1.4 Data Quality and Data Types
Understanding data and data quality are basic requirements to work as a data scientist. There are many different ways of thinking about data and classifying data (see Figure 1.6). In the following sections we will briefly define and add examples of all the data types in the Figure. It is important to note that these categories are not mutually exclusive, and data can belong to more than one of them given that some of these categorizations respond to different criteria. A single dataset may contain data elements (variables) that contain different types of data. For example, a survey may include fixed category responses, continuous information, and open-ended questions that represent qualitative data. Understanding these categores is important because different types of data require different kinds of analytic techniques and visualizations. As a data scientist, you may need to do some work to transform from one type to another (e.g. unstructured to structured, or qualitative to discrete).
Figure 1.6 Data types.
Discrete vs. Continuous Data
Discrete |
Continuous |
•Can take on any value over a range
•Numeric data
•Can be counted
|
•Can take on any value over a range
•Value has infinite possibilities
•Is measured
|
•Survey question, “One a scale of 1 to 5, rate your PAD 504 experience” (you can take the average response to assess student sentiment)
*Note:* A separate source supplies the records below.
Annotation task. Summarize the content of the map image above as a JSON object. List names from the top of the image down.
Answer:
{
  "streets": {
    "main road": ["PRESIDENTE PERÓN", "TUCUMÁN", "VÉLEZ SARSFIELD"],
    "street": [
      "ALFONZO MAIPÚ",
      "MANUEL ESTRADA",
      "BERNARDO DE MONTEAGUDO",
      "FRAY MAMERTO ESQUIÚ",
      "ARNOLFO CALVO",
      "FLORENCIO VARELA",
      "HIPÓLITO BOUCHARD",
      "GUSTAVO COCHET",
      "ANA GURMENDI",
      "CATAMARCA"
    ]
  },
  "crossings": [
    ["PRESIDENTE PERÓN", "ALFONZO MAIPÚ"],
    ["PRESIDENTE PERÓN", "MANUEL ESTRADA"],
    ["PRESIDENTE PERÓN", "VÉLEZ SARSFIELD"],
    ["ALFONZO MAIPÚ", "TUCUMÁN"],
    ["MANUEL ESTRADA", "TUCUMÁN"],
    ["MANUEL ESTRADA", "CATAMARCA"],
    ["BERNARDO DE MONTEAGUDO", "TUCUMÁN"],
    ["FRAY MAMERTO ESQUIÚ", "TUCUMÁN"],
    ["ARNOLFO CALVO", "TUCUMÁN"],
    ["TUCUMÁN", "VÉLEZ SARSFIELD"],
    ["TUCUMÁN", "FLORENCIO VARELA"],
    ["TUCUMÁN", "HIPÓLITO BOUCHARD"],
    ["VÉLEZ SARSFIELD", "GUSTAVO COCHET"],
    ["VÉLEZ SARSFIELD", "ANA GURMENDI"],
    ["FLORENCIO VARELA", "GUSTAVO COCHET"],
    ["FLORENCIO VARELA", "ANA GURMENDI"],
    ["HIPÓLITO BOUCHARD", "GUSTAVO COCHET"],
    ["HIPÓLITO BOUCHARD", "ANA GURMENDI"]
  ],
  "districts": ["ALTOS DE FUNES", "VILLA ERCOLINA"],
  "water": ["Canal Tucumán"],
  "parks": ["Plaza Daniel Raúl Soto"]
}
•Total number of hip replacements performed by each hospital in New York, in 2014
|
•Height, weight
•Age
•Temperature
•Time to complete 504 problem set
•Commute distance from home to Husted 004
•Money
|
Note: sometimes you will see body mass index (BMI) turned into discrete categories (underweight, normal weight, overweight, …). The underlying data (height, weight) is still continuous; this is “binning” (turning into bins).
Qualitative Data
Qualitative |
•Categories or longer texts– formats could include categories, text, audio, visual observations
•Typically collected to understand a phenomena
•Some numbers that refer to categories are also qualitative
|
•Newspaper articles
•Congressional hearing transcripts
•Notes from observing a town hall meeting
•Dialogue from open-ended interview
•Gender, country of origin, ZIP codes
|
Note: Categories can be transformed into quantitative variables by counting frequencies or calculating proportions. Some surveys contain open-ended questions that later get coded into categories. There are some qualitative analysis techniques to quantify textual information by counting related words/terms. Yet most qualitative data are not analyzed this way– statistical methods are not appropriate for many qualitative data.
Cross-Sectional vs. Lingitudinal Data
Cross-sectional |
Longitudinal |
•One point in time
•Data were collected within a short time frame
•“Snapshot”
|
•Multiple time periods
•Observations of changes over time
|
•Midterm exams
•Course evaluations
•Opinion polls
•Online shopping product ratings
|
•U.S. Census (repeated survey)
•Bus ridership (daily rate of passengers)
•HIV disease registry
•UAlbany student records
|
Note: A single political opinion poll is cross-sectional. However, if you have multiple polls done at different time periods with a similar questionnaire, you can turn this into longitudinal data.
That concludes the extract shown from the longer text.